### PROMPT
Write out each line of the entries below that holds the word "north".

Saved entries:
==================================================
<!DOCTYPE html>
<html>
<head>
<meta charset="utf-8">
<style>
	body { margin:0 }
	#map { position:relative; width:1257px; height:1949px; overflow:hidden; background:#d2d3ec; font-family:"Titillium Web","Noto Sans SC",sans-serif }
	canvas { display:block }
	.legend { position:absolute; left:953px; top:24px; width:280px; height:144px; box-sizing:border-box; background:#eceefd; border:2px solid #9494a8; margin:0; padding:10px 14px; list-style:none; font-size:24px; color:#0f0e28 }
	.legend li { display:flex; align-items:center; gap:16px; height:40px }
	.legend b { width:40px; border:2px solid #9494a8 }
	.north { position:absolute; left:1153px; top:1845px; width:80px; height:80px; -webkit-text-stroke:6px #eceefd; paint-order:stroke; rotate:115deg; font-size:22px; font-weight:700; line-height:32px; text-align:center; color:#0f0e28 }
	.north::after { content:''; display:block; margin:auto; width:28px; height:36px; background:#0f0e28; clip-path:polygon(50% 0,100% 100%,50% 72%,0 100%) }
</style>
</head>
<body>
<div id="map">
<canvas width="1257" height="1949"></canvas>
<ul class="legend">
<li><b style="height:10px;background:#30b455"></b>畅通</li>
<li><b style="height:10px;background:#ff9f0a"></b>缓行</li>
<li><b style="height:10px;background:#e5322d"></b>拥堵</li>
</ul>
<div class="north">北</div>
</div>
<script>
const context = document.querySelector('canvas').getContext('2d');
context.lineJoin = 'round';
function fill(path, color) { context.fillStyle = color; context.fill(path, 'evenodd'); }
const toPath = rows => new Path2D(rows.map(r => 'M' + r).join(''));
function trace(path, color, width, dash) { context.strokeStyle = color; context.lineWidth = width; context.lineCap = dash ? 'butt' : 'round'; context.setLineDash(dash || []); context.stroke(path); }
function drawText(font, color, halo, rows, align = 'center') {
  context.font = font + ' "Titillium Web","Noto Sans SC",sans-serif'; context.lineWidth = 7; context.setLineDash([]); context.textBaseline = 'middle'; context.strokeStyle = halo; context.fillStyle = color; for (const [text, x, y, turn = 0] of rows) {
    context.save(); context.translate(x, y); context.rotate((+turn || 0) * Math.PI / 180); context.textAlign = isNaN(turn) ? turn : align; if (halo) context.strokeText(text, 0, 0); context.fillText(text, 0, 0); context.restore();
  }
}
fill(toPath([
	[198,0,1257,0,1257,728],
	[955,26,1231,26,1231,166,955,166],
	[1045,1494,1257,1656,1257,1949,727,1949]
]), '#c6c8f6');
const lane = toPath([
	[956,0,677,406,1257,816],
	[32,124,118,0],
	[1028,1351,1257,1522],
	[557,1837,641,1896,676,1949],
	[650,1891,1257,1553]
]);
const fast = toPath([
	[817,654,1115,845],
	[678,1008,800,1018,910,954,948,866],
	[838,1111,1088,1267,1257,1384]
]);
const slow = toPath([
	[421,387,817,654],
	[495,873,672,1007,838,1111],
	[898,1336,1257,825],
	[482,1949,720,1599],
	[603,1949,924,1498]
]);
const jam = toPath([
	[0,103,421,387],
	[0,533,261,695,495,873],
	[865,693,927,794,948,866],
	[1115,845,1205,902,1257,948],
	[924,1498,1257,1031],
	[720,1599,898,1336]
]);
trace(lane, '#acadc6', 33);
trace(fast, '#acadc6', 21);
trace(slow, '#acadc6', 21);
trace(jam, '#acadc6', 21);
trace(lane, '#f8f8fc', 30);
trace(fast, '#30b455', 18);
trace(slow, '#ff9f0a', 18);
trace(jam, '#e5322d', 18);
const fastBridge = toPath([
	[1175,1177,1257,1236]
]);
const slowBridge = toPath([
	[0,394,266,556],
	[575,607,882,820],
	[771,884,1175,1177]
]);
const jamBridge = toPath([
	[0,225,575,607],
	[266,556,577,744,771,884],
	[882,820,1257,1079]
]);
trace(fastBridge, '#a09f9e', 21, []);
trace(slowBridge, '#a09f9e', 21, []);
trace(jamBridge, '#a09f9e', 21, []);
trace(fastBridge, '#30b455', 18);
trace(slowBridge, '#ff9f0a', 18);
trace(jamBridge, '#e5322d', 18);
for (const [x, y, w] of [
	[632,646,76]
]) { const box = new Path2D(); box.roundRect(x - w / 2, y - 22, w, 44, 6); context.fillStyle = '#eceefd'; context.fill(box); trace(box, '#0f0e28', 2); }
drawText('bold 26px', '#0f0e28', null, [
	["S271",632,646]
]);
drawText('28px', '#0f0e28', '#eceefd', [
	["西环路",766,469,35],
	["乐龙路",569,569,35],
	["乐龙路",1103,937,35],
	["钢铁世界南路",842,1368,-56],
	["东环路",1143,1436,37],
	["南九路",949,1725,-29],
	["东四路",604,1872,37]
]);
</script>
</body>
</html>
==================================================
### OUTPUT FOR THIS TASK
	.north { position:absolute; left:1153px; top:1845px; width:80px; height:80px; -webkit-text-stroke:6px #eceefd; paint-order:stroke; rotate:115deg; font-size:22px; font-weight:700; line-height:32px; text-align:center; color:#0f0e28 }
	.north::after { content:''; display:block; margin:auto; width:28px; height:36px; background:#0f0e28; clip-path:polygon(50% 0,100% 100%,50% 72%,0 100%) }
<div class="north">北</div>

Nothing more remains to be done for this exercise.